The survey reveals that over 20pc of Irish respondents believe that bribery occurs widely in Ireland, compared to one third of global respondents.
Bribery is perceived to be significantly higher in the rapid-growth markets such as Brazil (84pc), Indonesia (72pc) and Turkey (52pc).
“Advances have been made by Irish companies in establishing frameworks and fraud related policies and procedures,” said Julie Fenton, partner and head of Ernst & Young’s Fraud Investigation & Disputes Services practice in Ireland.
“In 2011, 60pc of respondents believed senior management strongly communicated its commitment to anti-bribery and corruption policies, this figure increased to 80pc in 2012. However, there is still work to be done by companies in being seen to follow through on the tone from the top.”
Fifty-six percent of Western European respondents believe that people are penalised for breaching their company’s internal policies. But, only 28pc of Ireland respondents consider this the case.

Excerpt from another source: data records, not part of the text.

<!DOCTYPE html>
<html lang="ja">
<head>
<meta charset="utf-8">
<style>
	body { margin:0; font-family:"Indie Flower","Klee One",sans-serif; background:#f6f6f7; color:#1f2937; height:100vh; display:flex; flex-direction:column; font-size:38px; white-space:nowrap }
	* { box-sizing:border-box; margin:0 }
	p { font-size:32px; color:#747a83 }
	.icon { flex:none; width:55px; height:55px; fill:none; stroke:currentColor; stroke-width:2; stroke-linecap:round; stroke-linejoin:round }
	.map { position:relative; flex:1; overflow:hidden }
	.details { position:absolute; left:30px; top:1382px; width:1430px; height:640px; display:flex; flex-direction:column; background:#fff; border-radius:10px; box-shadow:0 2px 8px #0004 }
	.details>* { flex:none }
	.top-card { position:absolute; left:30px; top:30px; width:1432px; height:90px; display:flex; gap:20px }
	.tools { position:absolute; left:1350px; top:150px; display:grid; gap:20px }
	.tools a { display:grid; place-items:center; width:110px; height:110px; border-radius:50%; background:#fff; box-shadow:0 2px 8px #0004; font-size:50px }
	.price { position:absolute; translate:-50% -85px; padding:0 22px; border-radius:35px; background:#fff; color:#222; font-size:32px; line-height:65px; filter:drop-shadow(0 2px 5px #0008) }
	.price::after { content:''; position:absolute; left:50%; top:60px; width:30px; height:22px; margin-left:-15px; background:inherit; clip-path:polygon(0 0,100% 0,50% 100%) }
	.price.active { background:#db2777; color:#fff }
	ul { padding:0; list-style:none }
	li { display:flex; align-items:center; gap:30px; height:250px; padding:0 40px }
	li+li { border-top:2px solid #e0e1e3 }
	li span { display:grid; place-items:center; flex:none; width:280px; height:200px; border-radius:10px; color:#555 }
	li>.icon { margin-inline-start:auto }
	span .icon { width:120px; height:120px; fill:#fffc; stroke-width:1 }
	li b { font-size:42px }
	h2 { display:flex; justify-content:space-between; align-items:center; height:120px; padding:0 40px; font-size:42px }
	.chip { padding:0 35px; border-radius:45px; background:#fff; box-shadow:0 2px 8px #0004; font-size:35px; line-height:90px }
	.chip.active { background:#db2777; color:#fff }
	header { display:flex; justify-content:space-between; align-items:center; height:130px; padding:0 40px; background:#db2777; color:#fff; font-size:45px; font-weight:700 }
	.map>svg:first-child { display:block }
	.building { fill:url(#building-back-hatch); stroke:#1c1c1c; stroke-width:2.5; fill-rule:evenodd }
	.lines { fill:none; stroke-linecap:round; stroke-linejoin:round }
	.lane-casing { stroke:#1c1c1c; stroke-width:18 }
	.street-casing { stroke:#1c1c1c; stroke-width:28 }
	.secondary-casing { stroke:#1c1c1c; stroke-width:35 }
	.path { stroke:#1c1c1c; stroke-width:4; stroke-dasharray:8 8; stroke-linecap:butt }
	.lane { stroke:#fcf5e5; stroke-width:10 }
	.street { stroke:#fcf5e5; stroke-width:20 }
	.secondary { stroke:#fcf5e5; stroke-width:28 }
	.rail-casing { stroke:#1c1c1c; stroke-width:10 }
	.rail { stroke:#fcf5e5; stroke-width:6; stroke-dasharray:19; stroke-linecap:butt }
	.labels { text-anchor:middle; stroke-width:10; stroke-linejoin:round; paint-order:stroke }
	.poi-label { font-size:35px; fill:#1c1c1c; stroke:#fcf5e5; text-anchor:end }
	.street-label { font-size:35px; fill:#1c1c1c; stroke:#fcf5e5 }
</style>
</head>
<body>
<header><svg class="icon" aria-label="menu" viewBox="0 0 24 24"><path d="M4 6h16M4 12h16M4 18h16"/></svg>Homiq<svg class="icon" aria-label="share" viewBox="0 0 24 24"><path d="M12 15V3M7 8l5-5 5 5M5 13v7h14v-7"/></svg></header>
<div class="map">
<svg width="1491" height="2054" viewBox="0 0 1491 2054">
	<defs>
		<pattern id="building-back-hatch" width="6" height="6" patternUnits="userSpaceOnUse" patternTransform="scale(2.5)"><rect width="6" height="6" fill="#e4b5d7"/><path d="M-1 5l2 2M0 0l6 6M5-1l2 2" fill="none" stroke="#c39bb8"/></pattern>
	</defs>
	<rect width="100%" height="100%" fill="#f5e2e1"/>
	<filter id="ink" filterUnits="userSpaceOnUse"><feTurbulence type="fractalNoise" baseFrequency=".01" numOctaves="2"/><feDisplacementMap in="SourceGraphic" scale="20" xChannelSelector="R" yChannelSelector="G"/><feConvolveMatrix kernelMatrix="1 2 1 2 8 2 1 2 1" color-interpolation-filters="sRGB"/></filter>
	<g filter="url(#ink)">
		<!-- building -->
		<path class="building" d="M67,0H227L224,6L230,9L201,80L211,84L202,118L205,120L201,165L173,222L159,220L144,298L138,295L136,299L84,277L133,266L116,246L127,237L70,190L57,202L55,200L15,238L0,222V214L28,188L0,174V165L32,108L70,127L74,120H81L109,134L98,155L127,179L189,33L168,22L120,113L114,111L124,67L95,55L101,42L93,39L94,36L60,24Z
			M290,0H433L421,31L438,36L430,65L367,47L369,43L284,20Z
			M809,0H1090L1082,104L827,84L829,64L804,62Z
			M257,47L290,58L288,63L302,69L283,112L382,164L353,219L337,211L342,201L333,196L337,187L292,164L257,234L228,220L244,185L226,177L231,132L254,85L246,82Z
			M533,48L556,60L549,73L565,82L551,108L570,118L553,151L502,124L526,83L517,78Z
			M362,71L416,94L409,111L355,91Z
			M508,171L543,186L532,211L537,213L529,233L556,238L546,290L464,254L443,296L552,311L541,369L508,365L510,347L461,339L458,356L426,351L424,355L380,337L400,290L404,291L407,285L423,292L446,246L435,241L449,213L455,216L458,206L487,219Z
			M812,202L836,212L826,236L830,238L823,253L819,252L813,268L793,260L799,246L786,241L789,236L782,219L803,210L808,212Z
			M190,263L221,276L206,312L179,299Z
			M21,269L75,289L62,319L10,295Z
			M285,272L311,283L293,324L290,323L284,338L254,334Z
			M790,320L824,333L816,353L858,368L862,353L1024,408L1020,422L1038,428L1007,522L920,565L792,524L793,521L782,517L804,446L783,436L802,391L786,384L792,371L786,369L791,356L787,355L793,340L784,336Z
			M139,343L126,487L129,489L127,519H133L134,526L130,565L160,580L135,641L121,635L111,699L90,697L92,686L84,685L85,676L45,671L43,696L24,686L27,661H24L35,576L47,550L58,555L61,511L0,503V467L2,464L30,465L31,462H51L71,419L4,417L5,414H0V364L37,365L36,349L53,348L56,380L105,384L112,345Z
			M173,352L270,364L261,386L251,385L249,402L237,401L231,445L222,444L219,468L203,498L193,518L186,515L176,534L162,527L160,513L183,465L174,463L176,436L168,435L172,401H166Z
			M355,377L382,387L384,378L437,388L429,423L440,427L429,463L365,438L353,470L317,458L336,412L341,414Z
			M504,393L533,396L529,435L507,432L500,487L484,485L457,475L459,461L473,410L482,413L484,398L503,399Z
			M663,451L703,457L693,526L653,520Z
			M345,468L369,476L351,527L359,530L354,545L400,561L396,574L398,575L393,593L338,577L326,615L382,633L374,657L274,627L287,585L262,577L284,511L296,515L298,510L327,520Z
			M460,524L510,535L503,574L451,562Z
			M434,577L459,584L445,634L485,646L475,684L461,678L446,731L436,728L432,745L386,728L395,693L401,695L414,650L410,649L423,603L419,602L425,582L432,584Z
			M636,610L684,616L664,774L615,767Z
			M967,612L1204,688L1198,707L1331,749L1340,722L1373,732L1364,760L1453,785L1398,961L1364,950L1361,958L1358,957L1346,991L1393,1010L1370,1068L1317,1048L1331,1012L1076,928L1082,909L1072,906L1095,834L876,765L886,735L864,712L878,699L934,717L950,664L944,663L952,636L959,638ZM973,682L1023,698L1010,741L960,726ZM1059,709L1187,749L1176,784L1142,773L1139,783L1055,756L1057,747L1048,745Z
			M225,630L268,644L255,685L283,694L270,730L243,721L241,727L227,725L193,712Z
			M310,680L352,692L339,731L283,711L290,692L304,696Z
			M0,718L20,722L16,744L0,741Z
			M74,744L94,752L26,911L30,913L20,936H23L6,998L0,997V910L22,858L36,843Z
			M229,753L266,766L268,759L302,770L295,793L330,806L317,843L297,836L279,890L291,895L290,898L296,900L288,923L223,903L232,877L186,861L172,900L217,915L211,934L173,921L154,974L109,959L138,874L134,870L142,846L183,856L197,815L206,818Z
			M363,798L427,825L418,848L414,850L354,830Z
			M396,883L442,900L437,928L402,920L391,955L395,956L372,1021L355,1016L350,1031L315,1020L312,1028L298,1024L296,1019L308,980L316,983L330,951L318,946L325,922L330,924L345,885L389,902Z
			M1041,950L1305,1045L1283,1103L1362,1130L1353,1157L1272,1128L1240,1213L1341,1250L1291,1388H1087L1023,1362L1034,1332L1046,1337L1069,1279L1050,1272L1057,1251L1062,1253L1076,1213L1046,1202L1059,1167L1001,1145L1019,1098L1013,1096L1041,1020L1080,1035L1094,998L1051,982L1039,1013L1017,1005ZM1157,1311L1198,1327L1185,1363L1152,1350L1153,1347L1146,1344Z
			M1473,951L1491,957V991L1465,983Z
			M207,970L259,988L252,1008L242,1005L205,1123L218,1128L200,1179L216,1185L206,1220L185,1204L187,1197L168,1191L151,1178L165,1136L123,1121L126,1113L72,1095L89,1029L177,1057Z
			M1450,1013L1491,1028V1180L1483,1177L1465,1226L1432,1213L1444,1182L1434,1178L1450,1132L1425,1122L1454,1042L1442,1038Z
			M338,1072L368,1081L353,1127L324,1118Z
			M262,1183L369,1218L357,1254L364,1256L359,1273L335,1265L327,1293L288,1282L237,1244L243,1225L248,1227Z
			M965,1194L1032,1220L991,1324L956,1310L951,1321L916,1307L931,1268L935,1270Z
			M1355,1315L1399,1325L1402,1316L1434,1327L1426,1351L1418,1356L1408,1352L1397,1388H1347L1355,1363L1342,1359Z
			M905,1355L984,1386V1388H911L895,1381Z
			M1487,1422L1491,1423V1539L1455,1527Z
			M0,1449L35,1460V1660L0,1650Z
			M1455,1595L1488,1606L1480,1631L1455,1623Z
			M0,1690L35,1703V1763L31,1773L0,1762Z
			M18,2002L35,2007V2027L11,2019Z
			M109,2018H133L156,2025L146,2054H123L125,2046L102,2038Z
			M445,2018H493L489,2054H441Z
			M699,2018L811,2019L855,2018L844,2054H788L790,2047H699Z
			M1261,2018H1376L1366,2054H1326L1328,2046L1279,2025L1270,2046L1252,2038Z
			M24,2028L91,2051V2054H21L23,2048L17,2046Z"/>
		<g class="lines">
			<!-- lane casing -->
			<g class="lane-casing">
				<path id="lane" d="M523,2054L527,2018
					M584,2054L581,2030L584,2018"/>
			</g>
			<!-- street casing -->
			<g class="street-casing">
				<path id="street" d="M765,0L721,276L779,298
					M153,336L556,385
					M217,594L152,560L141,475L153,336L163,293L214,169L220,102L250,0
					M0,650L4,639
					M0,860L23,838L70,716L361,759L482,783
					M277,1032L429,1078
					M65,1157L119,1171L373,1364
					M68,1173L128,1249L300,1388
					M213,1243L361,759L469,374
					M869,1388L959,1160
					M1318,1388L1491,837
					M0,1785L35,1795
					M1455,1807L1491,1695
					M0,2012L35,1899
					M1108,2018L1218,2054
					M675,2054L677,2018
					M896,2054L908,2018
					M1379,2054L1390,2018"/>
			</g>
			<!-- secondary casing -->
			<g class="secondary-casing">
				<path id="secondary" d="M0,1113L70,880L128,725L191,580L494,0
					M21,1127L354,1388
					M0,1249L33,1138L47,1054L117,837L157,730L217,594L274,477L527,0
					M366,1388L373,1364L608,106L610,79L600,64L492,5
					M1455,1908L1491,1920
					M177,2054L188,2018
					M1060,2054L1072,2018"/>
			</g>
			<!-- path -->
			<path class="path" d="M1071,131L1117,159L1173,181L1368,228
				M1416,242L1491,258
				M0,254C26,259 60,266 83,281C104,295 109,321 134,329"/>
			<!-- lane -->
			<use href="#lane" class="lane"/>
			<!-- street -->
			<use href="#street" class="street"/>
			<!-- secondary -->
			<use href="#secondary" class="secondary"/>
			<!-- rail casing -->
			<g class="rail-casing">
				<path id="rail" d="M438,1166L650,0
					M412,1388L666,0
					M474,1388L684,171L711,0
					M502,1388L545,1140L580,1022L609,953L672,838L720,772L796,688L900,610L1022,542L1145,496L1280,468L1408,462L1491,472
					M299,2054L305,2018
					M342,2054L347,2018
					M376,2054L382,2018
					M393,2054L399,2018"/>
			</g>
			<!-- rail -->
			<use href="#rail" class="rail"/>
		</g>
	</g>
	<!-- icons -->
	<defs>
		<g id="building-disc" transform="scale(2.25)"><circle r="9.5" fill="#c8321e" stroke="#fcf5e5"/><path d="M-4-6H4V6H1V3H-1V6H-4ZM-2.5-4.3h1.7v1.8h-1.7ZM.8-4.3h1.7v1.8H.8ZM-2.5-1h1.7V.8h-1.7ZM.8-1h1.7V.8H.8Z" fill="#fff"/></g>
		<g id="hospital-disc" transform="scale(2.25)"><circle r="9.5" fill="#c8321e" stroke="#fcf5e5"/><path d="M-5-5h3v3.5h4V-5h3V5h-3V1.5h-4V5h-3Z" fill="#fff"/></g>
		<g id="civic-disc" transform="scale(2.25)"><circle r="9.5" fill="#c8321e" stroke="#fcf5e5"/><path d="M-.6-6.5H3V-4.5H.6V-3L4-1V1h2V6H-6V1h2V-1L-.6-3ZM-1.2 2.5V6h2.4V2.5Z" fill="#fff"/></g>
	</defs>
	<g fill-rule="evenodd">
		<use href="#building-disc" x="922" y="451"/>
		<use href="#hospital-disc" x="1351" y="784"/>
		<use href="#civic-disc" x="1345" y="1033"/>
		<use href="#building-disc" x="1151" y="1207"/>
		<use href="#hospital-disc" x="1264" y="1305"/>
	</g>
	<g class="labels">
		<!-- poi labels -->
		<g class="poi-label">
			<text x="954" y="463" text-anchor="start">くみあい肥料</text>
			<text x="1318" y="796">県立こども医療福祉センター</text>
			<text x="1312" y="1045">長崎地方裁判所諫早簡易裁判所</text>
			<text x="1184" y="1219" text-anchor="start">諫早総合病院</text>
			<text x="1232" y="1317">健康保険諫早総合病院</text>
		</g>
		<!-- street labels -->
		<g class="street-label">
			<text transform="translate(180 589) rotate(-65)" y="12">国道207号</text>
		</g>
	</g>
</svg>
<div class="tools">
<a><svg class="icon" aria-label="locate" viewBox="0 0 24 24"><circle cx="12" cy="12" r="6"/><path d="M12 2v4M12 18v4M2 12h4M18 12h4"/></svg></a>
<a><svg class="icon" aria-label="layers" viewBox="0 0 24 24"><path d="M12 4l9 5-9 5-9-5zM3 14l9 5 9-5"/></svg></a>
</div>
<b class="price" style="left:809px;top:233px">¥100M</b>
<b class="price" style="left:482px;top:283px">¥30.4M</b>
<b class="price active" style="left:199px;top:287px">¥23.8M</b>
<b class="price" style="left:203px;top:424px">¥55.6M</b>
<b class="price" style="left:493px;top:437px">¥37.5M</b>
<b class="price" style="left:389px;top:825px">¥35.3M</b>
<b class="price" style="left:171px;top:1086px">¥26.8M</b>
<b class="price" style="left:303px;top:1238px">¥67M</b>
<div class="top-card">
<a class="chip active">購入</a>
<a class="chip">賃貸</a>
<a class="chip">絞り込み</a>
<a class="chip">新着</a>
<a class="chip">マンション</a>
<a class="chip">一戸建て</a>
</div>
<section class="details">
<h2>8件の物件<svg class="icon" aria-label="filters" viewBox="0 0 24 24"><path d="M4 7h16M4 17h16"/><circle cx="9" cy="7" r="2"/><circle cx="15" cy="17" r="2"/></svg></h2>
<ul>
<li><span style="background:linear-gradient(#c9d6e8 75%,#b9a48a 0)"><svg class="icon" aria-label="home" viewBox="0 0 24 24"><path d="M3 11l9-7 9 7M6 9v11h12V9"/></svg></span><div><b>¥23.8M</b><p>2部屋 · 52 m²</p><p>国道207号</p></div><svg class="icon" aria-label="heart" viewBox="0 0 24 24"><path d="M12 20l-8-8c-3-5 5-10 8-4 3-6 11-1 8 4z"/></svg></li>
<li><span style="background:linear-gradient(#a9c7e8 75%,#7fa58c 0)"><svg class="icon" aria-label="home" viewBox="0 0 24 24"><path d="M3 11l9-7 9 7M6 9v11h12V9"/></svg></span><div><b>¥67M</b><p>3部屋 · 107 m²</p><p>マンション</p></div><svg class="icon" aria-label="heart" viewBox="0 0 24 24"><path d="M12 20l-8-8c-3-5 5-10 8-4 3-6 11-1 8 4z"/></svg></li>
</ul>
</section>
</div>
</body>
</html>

The survey reveals that 4pc (down 12pc in 2011) of Irish respondents are willing to make cash payments to win or retain business; indicating Ireland has experienced a marked improvement.
However, 62pc of Irish respondents consider it justifiable to provide entertainment to win/retain business. This compares with 50pc of respondents in the UK and 26pc of respondents in other Western European countries.
“These statistics highlight the need for Irish companies to educate and define what acceptable and unacceptable practices are and consider the consequences for breaching policies, procedures and laws. In light of the proposed new legislation this need is imminent,” said Fenton.